Глава 15
Прошло несколько дней, а Шуракальская орда по-прежнему продолжала стоять под Тарусой. Несмотря на настояния Алимана, Бек Хаджи не торопился выступить на помощь Тохтамышу. В первые дни нашествия крымцам удалось захватить много пленников. Ежедневно невольничьи караваны отправлялись в долгий, скорбный путь. Лесными тропами и проселочными дорогами до Тулы, там начинался Муравский шлях, затем безлюдными степями Дикого поля ясырь гнали в Крым…
Велев никого не впускать в свой просторный шатер, Бек Хаджи полулежал на персидском ковре возле костра, разведенного рядом. Вчера ни с чем возвратился мынбасы Мюрид, который во главе своей тысячи был послан ханом вдогонку за бежавшими с поля битвы урусутскими всадниками. Ему так и не удалось перехватить их: переправившись через Оку, они скрылись в лесных дебрях. А утром в шатер явился мынбасы Солиман, и тоже с пустыми руками — его нукеры так и не догнали тарусскую княгиню, хотя тысяча, которой он командовал, состояла из самых отважных багатуров. Пока они рыскали по дорогам, княгиня глухими лесными и болотными тропками, где верхом, а где и пеше, добралась до Рязани. Когда Беку Хаджи сказали об этом, он в гневе чуть было не отдал наказ выступить на коназа Олега, но вовремя одумался.
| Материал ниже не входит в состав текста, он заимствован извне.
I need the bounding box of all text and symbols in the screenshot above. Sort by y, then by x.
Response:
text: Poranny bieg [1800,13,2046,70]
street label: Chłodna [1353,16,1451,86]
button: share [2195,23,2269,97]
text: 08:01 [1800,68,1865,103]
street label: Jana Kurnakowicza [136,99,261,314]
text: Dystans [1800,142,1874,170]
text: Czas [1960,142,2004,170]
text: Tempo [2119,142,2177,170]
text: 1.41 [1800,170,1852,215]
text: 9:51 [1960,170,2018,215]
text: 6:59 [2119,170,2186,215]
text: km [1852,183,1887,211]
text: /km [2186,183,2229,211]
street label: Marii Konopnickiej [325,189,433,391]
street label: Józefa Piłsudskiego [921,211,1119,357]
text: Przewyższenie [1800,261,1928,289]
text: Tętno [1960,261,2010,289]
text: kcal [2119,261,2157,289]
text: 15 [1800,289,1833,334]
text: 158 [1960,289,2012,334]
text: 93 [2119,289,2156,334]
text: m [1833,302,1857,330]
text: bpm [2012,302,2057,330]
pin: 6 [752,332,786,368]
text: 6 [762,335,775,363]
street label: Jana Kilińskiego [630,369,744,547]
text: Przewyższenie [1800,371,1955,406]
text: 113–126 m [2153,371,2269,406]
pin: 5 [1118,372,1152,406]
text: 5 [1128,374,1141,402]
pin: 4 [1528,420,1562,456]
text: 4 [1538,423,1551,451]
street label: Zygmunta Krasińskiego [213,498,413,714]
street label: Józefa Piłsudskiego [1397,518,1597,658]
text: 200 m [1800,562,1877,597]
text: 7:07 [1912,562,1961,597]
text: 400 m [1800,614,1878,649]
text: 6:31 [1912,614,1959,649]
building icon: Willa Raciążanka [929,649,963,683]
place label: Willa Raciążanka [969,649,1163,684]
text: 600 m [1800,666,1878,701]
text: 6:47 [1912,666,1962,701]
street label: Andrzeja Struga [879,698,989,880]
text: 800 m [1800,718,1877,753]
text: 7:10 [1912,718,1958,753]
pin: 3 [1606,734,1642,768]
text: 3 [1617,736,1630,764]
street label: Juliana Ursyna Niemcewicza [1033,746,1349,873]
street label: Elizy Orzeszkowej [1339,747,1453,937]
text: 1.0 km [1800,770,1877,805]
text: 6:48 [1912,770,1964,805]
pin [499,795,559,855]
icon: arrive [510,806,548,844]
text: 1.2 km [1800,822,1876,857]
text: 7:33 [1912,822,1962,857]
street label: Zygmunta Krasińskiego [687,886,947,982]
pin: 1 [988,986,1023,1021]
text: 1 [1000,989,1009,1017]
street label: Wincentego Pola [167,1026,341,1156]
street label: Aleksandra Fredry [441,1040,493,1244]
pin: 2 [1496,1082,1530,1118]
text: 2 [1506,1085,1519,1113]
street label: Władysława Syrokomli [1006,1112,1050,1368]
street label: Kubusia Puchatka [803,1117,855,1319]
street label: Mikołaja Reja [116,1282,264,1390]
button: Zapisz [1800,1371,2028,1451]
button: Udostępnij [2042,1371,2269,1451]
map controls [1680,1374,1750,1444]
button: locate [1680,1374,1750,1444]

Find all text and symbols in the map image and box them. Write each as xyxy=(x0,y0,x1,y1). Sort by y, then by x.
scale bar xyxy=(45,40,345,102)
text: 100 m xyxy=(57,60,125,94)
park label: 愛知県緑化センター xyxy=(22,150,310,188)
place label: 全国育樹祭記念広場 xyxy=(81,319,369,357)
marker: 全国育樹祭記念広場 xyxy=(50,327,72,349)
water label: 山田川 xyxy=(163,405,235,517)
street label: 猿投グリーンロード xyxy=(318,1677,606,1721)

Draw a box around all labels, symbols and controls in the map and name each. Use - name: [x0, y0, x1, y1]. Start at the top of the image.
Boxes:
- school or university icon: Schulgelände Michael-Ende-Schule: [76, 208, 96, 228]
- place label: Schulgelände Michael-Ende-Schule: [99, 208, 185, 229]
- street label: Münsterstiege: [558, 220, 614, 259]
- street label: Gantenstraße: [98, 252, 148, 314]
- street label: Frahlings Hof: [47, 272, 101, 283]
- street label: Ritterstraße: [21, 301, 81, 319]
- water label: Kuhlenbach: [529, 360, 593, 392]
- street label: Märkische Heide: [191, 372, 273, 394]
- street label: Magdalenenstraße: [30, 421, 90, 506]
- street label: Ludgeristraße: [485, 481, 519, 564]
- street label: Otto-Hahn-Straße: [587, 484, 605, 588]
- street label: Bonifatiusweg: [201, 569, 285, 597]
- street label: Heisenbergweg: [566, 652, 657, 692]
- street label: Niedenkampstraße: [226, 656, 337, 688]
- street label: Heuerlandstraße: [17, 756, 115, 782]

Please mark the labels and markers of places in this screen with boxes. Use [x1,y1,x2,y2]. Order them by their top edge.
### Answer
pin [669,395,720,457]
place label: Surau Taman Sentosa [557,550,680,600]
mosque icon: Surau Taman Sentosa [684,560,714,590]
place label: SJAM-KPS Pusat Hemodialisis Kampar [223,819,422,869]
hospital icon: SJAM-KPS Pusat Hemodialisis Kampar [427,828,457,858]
Разгневанный хан чувствовал, как неуемная ярость, закипая где-то в тайниках его души, все больше охватывает голову. Он злился на своих незадачливых тысячников, на урусутов, на бека Алимана, даже на телохранителей, скрытых у входа в складках шатра, которые то и дело кашляли и сопели.
Мысли Бека Хаджи перенеслись к урусутской полонянке, и тотчас гнев его понемногу стал утихать, а страстное возбуждение заставило сильнее биться сердце… Как она молода, стройна и пригожа! Как красивы ее длинные каштановые волосы! Как прекрасны карие глаза! Но самое главное: она похожа на его мать!.. Настя!.. Как сладко звучит это имя! Словно журчание ручейка, что течет неподалеку от его дома в горах.
Бек Хаджи несколько раз повторил вслух:
— Настя, Настя, Настя…
Да, ее имя так же прекрасно, как она сама. Когда Бек Хаджи возвратится в Крым, она станет его главной женой. Она родит ему сыновей, которые по праву унаследуют его власть, богатство и могущество. От тех трех жен, которые у него есть, на свет появляются лишь одни девчонки; их уже четыре.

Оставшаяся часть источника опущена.